WHAT YOU SHOULD DO - The answer must be an exact copy of every entry, with no pictures in it.

BEGIN TASK DATA

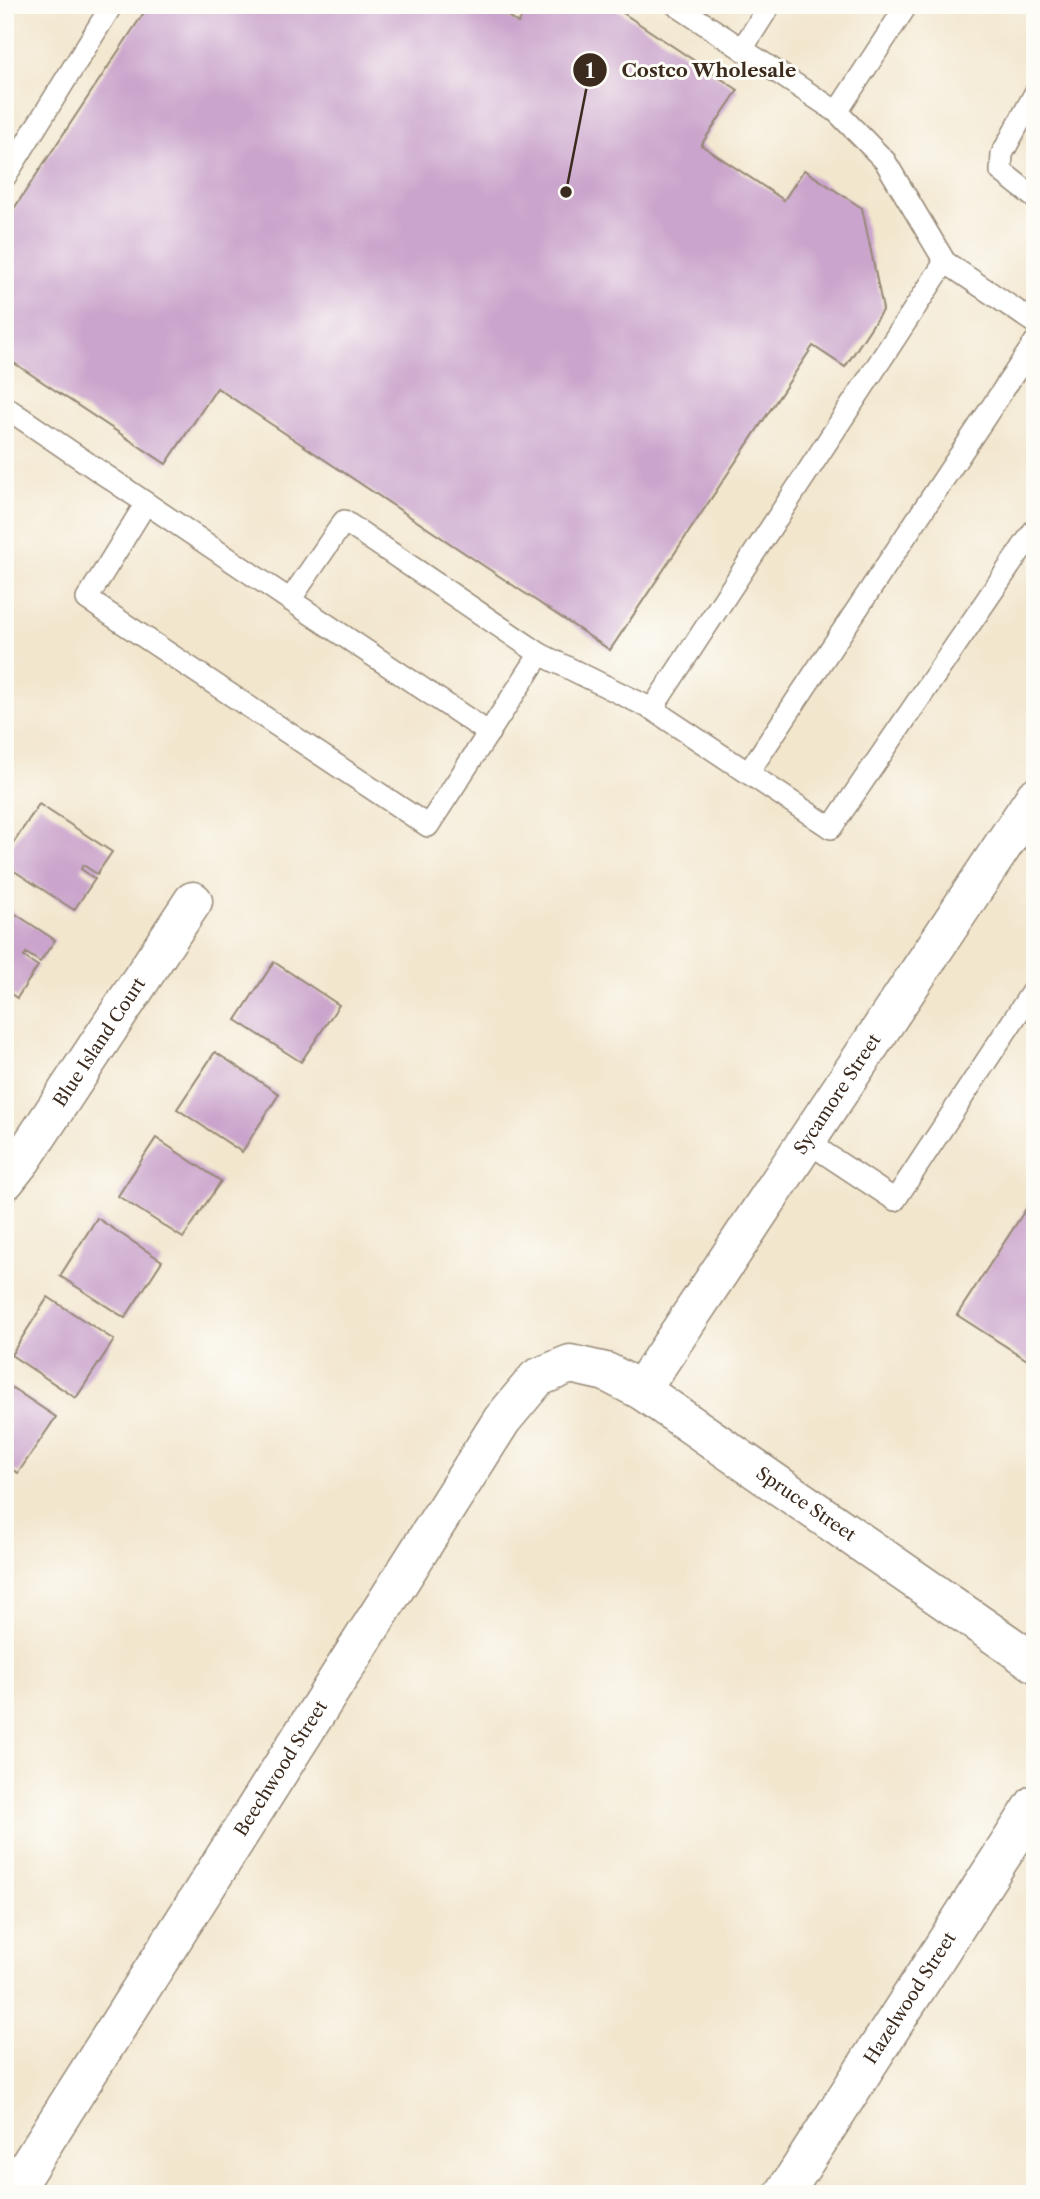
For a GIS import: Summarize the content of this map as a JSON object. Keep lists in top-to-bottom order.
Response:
{
  "streets": {
    "street": [
      "Blue Island Court",
      "Sycamore Street",
      "Spruce Street",
      "Beechwood Street",
      "Hazelwood Street"
    ]
  },
  "crossings": [
    ["Sycamore Street", "Spruce Street"],
    ["Spruce Street", "Beechwood Street"]
  ],
  "places": ["Costco Wholesale"]
}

END TASK DATA

YOUR RESPONSE -
For a GIS import: Summarize the content of this map as a JSON object. Keep lists in top-to-bottom order.
Response:
{
  "streets": {
    "street": [
      "Blue Island Court",
      "Sycamore Street",
      "Spruce Street",
      "Beechwood Street",
      "Hazelwood Street"
    ]
  },
  "crossings": [
    ["Sycamore Street", "Spruce Street"],
    ["Spruce Street", "Beechwood Street"]
  ],
  "places": ["Costco Wholesale"]
}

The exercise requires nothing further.